*** EXTRACTED MATERIAL Section Begins ***

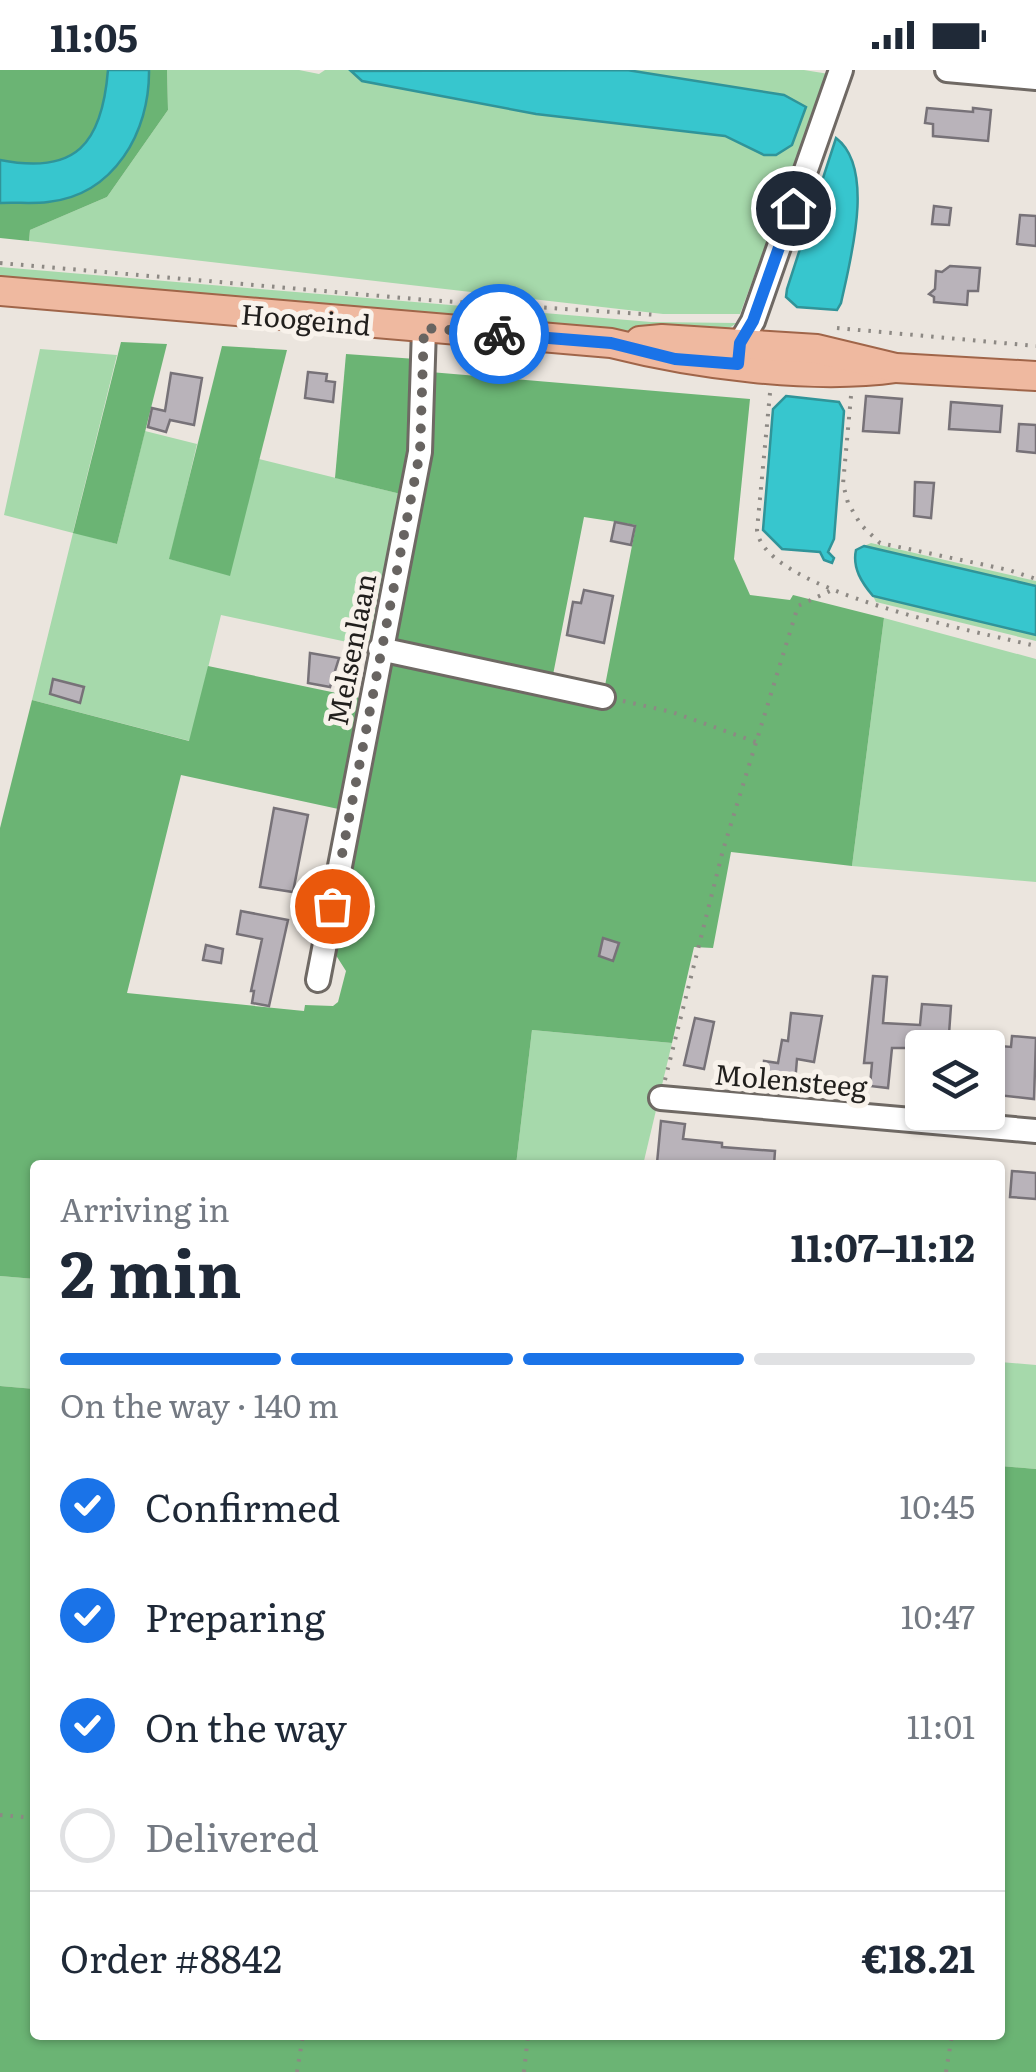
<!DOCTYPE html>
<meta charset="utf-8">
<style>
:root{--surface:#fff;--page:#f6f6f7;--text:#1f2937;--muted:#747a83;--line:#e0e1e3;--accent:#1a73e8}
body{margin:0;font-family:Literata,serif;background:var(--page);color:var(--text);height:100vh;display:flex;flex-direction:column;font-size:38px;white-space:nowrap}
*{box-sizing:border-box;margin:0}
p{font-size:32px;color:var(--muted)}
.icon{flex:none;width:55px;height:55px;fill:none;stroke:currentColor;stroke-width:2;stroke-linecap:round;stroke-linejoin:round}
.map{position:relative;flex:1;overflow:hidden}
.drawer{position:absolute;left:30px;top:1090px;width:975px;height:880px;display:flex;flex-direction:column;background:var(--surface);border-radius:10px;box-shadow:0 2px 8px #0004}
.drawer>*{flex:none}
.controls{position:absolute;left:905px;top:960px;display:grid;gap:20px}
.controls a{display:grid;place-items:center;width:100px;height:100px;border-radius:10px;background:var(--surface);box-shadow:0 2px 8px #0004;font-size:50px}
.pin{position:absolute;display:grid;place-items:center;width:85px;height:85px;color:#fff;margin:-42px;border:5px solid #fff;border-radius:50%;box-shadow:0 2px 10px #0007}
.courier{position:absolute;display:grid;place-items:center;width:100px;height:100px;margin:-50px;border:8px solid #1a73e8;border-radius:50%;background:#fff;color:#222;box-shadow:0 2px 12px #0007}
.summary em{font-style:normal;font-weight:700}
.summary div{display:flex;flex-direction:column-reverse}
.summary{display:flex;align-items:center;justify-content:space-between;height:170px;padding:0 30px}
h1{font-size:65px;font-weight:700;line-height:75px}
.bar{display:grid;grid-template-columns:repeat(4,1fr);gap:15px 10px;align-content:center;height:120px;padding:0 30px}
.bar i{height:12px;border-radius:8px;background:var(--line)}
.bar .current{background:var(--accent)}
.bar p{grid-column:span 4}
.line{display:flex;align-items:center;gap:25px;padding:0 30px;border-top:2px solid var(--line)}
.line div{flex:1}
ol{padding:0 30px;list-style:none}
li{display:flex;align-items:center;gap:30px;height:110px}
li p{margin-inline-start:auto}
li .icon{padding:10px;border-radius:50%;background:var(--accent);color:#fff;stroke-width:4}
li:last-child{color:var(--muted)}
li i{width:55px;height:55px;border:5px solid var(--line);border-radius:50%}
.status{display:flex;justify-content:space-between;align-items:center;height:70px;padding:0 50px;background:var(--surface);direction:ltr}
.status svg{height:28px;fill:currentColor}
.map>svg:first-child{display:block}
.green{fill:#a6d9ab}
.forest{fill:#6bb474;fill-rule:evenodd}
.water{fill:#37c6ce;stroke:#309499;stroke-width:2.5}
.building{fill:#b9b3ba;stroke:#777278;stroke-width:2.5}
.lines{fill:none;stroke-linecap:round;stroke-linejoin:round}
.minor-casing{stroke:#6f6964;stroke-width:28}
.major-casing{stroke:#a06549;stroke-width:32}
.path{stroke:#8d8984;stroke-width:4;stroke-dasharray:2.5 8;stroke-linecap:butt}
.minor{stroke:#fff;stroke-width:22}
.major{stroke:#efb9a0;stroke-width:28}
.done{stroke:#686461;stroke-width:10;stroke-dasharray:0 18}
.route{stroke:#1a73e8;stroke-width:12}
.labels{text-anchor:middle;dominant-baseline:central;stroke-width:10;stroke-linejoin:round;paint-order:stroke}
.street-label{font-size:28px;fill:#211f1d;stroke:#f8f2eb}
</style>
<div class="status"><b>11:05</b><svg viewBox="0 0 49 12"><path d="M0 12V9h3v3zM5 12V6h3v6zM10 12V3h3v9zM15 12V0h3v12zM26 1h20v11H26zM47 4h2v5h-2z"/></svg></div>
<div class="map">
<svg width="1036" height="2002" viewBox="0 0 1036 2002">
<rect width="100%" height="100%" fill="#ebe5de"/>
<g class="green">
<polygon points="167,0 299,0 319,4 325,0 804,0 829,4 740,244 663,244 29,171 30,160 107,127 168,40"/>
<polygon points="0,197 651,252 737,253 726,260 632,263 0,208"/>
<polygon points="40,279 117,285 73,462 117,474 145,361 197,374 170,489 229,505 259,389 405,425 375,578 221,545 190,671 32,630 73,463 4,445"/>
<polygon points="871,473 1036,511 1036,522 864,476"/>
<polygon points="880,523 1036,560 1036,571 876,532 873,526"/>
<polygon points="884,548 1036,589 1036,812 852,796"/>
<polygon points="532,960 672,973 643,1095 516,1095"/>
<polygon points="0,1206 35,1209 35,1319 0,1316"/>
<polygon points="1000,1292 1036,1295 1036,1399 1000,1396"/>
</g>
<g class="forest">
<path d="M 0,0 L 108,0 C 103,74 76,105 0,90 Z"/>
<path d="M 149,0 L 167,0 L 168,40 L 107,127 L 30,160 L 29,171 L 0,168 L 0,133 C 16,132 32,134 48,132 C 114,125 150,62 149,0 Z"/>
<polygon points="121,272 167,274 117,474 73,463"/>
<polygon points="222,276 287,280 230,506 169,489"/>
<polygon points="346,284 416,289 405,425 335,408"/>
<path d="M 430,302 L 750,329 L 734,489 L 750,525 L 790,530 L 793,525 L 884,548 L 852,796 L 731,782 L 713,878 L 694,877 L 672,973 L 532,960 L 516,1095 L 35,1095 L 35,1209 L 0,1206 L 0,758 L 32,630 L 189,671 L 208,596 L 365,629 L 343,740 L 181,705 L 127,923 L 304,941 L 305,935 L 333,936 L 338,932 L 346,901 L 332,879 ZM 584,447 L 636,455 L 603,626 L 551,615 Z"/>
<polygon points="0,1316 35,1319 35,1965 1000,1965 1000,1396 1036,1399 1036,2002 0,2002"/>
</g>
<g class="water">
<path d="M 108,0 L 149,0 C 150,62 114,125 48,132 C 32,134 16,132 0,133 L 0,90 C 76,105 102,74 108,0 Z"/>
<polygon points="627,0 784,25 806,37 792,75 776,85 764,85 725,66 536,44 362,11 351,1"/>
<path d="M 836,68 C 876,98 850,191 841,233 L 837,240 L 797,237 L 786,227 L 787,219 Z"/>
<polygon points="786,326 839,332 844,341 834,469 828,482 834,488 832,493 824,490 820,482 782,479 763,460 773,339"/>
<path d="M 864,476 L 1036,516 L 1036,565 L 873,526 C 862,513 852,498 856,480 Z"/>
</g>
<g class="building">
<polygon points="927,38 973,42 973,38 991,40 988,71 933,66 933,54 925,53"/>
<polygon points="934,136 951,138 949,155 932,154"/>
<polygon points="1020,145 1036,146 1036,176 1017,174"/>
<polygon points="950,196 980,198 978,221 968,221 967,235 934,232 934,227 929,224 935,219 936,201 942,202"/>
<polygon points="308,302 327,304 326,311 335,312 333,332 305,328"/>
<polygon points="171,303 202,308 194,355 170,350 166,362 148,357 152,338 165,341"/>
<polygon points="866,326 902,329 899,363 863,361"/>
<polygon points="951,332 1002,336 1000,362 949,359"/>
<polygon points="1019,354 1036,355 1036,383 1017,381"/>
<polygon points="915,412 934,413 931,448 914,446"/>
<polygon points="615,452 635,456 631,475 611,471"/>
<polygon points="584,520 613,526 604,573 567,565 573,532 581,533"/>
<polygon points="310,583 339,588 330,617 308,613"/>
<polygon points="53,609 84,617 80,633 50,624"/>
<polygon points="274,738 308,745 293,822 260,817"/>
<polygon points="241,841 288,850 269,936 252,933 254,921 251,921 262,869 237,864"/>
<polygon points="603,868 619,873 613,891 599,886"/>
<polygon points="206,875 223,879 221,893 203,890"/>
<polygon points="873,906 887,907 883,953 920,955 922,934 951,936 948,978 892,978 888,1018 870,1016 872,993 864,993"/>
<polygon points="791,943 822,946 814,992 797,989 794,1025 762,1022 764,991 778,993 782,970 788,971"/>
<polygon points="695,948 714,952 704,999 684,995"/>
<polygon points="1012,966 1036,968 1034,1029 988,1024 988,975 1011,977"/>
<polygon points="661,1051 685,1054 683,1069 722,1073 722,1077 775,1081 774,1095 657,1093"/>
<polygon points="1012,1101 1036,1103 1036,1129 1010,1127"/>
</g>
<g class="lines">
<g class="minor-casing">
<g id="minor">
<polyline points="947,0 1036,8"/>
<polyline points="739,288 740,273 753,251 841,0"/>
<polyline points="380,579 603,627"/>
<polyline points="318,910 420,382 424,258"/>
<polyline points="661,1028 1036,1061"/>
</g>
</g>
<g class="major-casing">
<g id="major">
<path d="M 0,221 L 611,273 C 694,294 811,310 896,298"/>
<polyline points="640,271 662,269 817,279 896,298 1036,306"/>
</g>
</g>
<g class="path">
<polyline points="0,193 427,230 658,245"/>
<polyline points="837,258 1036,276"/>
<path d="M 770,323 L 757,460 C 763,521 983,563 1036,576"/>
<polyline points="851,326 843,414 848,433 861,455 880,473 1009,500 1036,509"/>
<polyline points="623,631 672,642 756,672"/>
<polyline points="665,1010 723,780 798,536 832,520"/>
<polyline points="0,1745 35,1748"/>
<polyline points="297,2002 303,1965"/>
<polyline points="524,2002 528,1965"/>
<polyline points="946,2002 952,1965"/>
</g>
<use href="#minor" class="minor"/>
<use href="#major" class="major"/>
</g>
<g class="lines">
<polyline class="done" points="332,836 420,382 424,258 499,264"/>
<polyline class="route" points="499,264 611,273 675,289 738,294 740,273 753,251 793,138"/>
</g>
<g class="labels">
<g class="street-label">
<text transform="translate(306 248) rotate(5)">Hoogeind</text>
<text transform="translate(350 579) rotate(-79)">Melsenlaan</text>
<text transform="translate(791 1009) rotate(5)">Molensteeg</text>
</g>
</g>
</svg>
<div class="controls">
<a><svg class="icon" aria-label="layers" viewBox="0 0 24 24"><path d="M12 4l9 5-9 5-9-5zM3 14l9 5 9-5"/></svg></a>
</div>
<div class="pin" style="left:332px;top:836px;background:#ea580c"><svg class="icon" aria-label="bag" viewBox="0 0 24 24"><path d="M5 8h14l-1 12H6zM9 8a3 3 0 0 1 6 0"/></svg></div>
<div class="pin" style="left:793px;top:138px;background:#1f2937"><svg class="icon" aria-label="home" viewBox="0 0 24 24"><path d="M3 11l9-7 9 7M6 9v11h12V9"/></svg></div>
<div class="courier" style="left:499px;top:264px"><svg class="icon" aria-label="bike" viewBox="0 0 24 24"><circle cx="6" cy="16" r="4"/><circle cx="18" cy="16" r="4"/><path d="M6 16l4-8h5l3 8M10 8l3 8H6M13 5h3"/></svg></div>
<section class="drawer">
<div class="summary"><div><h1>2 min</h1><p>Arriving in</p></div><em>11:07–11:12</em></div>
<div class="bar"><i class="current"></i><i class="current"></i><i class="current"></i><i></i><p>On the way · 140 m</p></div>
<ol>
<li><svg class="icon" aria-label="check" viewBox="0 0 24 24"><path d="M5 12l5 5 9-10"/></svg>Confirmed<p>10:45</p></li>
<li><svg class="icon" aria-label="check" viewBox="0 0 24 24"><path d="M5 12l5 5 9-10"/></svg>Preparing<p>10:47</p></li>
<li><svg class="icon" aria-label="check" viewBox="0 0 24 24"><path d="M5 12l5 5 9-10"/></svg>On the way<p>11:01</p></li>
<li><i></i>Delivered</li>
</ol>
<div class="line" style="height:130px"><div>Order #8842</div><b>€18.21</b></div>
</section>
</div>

*** EXTRACTED MATERIAL Section Ends ***

> _WORK REQUEST_: Please return each line of the data above in which the word "linecap" occurs.

> _RESULT OF THIS TASK_:
.icon{flex:none;width:55px;height:55px;fill:none;stroke:currentColor;stroke-width:2;stroke-linecap:round;stroke-linejoin:round}
.lines{fill:none;stroke-linecap:round;stroke-linejoin:round}
.path{stroke:#8d8984;stroke-width:4;stroke-dasharray:2.5 8;stroke-linecap:butt}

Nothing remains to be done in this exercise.